Братья со своими нахмуренными мохнатыми бровями и, кажется, особенно отвисшими сейчас брылами смотрели на Маню с одинаковым сложным выражением растерянности, ужаса и страстной надежды, что можно не понимать, какой болезнью больна сестра, и не страдать. Маня все возьмет на себя, будет и для них «мамой Маней»... Циля, сестра... Вот и первая среди них... Неужели это оно, то самое, о чем и думать-то страшно?..
– Мама, а как ты ей скажешь? Она же не хочет идти к врачу? – поинтересовался Костя.
Маня не ответила, только посмотрела удивленно, считая, что Цилиному упрямству уже положен конец.
Косте ответил Додик:
– Если уж наша мама Маня что-нибудь решила...
– Она прет как танк... – грустно покивав, продолжил Моня. – Послушай, Манечка, дай Циле анальгина и валерьянки.
– Зачем?

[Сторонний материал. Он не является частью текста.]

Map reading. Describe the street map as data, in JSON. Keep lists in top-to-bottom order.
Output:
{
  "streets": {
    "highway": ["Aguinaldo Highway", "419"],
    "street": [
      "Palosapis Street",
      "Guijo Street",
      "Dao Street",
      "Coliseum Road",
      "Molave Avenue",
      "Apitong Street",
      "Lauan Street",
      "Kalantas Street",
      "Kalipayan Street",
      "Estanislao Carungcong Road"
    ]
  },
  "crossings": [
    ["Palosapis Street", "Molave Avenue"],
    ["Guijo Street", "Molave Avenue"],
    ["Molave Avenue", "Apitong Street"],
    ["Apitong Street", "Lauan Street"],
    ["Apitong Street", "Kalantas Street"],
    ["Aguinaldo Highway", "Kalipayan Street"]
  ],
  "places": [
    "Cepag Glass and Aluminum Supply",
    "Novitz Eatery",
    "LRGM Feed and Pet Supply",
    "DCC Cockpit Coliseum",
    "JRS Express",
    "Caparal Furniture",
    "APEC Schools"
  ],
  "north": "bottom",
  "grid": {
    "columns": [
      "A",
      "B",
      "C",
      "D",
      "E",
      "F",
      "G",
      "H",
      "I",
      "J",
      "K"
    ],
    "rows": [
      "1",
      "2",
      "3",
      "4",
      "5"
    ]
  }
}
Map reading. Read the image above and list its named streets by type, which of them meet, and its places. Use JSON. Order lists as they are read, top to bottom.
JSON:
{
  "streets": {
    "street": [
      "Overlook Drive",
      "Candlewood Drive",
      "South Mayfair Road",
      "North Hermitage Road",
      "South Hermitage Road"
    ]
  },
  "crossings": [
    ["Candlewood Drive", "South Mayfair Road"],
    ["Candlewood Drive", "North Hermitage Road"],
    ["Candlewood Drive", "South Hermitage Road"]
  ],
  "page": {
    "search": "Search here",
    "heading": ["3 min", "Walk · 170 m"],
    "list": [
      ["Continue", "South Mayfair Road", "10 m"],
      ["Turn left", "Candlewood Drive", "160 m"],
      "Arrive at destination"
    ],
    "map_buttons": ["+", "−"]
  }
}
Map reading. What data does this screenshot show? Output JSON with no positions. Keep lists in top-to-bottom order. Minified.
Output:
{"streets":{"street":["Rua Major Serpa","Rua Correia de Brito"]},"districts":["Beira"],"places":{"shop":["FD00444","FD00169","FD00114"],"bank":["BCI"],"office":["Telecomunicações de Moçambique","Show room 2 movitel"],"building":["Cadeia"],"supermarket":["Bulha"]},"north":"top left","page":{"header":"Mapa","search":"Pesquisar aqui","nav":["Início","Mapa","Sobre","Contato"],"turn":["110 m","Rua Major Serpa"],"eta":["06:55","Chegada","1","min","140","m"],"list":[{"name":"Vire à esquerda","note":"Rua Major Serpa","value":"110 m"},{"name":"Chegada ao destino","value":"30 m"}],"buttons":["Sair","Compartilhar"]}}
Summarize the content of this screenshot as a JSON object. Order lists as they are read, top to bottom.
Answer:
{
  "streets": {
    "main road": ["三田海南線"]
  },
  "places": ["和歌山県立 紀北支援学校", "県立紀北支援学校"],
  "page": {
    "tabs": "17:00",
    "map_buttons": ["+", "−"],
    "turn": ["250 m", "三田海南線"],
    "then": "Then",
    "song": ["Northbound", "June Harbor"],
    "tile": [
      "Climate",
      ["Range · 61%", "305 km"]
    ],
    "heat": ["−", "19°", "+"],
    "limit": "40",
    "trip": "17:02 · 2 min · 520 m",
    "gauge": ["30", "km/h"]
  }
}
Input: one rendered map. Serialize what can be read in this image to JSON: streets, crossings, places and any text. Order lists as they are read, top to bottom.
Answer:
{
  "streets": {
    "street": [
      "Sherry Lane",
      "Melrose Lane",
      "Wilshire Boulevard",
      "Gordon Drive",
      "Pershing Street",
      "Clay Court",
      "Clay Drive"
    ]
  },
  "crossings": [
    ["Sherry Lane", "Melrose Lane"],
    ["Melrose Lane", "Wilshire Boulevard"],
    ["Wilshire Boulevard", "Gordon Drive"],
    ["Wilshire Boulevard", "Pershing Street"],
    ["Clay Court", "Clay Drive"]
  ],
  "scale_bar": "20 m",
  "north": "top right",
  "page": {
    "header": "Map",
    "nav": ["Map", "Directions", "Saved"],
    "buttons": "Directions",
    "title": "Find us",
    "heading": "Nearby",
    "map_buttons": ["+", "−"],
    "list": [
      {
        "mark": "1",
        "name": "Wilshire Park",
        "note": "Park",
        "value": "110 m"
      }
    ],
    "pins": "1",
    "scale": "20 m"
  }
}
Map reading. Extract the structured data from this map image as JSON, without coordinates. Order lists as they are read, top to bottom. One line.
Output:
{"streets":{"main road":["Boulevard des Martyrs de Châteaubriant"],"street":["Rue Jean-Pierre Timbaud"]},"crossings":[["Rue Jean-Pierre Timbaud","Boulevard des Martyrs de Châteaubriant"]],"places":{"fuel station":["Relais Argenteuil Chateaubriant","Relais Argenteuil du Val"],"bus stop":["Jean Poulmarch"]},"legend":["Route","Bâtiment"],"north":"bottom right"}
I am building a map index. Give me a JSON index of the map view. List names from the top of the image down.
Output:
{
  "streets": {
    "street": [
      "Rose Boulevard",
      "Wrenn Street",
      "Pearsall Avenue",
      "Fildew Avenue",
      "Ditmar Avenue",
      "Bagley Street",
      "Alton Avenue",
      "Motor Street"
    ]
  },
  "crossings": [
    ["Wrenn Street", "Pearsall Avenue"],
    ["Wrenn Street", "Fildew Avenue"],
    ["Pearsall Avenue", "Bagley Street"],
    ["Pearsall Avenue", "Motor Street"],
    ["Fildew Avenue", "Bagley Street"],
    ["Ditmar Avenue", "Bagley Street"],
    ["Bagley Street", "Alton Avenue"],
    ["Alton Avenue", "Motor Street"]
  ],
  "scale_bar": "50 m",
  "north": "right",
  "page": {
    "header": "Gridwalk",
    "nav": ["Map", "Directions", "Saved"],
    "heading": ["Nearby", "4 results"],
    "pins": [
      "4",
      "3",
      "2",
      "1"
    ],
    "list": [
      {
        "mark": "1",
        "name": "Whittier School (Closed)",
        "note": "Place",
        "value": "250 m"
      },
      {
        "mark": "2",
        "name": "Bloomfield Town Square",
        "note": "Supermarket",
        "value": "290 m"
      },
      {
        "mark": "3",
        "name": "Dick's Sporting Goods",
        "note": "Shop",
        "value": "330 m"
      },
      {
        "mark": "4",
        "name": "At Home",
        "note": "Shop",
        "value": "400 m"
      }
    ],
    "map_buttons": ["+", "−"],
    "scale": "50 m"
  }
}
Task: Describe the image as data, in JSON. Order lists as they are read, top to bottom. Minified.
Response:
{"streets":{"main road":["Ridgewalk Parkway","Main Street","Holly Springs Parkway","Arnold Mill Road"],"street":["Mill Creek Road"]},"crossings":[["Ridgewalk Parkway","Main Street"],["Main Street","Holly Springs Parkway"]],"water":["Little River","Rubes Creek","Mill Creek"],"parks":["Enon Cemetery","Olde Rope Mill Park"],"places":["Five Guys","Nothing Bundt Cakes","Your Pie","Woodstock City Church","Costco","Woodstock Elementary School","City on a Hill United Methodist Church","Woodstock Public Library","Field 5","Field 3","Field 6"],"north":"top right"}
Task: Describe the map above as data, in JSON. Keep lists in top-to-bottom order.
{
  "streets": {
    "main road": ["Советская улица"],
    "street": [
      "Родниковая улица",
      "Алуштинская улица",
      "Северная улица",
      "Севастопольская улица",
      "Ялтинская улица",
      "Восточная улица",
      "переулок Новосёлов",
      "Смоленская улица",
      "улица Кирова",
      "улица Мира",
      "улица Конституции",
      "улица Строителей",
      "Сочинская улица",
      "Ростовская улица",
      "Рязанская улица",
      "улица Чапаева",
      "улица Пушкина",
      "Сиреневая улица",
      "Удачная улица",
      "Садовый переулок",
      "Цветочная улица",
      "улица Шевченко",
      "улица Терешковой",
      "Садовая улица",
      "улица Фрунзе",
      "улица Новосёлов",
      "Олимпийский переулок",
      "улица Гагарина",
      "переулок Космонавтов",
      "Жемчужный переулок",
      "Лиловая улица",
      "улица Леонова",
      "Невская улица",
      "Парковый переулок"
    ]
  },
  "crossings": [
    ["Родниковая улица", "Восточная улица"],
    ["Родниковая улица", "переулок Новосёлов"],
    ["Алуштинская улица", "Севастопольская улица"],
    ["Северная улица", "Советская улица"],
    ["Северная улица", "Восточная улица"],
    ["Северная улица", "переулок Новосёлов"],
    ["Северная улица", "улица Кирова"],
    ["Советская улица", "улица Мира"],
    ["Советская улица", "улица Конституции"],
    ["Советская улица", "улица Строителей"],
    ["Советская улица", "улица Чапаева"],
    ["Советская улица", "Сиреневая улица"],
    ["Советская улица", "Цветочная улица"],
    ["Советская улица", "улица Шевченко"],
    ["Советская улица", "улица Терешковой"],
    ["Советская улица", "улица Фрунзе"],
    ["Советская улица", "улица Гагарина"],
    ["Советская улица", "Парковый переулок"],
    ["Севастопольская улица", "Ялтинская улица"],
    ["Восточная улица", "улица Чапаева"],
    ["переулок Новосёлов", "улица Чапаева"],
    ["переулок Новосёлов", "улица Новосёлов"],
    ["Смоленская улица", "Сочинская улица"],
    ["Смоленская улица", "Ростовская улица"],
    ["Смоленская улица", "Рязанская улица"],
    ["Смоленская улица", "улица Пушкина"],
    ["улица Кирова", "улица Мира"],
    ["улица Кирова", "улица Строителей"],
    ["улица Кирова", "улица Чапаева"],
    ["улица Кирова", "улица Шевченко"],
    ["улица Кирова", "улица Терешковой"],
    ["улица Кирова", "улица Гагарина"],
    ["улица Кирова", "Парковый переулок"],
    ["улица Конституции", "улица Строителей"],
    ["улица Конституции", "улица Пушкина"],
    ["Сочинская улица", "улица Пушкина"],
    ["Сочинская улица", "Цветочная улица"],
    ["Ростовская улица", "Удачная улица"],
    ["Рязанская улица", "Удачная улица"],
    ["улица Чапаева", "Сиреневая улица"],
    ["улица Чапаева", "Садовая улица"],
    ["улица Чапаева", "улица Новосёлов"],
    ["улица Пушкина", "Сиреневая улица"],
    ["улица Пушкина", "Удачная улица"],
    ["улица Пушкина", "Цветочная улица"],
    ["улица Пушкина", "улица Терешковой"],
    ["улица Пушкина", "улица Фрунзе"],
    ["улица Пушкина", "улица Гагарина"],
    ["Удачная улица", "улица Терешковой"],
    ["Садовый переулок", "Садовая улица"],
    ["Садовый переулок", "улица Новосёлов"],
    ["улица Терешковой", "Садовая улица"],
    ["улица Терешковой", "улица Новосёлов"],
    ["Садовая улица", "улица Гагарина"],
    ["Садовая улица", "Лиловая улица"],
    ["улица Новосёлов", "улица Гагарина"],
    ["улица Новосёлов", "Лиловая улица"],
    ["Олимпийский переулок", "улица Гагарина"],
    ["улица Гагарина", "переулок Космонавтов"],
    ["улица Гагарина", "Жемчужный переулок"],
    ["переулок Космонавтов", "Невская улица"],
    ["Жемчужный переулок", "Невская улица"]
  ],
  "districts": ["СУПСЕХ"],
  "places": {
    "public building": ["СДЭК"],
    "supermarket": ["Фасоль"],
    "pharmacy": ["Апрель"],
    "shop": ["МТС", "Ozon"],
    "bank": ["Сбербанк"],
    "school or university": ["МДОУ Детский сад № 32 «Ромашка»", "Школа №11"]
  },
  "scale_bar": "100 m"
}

Без врача?! – яростно сверкнула глазами Маня.
Сама Маня при малейшей неполадке в организме хлопала пригоршню анальгина и бежала дальше.
– На всякий случай. Хуже не будет... – глубокомысленно ответил Моня.
Дожидаясь Цилю, Наум и Моня часа три молча просидели рядом на узкой скамеечке в приемном покое Куйбышевской больницы. В узком, освещенном тоскливой лампочкой длинном коридоре братья примостились на топчане рядом с каталкой, покрытой рыжей продранной клеенкой. Моня пытался шутить, заглядывая брату в глаза и дергая за рукав синего ратинового пальто, но рукав пару раз весьма определенно стряхнул Монину руку, и младший брат притих. Он только периодически вздрагивал и мотал головой, представляя, что Цилю не вернут и он больше никогда не увидит сестру, а Наум так и сидел недвижимо, поднимая глаза на каждый звук хлопнувшей двери.
Наконец в дверном проеме появилась Маня и, обведя взглядом темное помещение, неожиданно резво для своей солидной комплекции рванула к ним через длинный коридор, волоча на руке дрожащую Цилю. При одном взгляде на Маню, излучающую профессиональную значительность, Наум с Моней приободрились. Братья были настолько измучены ожиданием, что не смогли даже встать, только синхронно подались лысинами вперед, от усталости равнодушно глядя на Маню одинаковыми глазами, обреченно готовые к самому страшному.
– У Цили обнаружили язву, – делая свое специальное «медицинское» лицо, весомо произнесла Маня.
– Господи, и всего-то! И от этой язвы Цилька так похудела... и такая сумасшедшая стала, на всех бросалась! – нервно хихикнул Моня. – Немка! А мы-то испугались, вот уж у страха глаза велики! Ха-ха-ха! У язвы Цильки – язва!
Наум мгновенно вернулся мыслями к собственным делам, с первых Маниных слов, как только стало ясно – самого страшного у сестры нет. Все остальное уже не его дело. Язва! Надо же! Из-за такой ерунды он пропустил встречу с тишайшим старичком, считавшимся главным специалистом в городе по кузнецовскому фарфору. Хотел показать ему блюдо, похоже, что кузнецовское, но без клейма. Приготовившись к худшему, ну, например, что Циле осталось жить пару недель, Наум чувствовал даже какое-то странное разочарование в том, что трагедия не состоялась и он зря потратил время и душевные силы на это молчаливое сидение плечом к плечу с братом в приемном покое. Пожав ратиновыми плечами и брюзгливо скривив губы, он молча направился к выходу. Моня с Цилей заторопились за ним, а Маня, вернувшись в свой закуток в приемном покое, уселась за стол и принялась обзванивать родственников.
– Все провели, кровь у ей взяли, рентген желудка сделали, эту, как ее, фирогастроскопию, в общем, зонд давали глотать. Кира Петровна сама смотрела... – Тут Маня делала многозначительную паузу и, вдоволь потомив собеседника, добавляла: – Язва у ей, язвенная болезнь. Тоже, понимаешь, не ерунда, серьезное дело! Уж я-то знаю!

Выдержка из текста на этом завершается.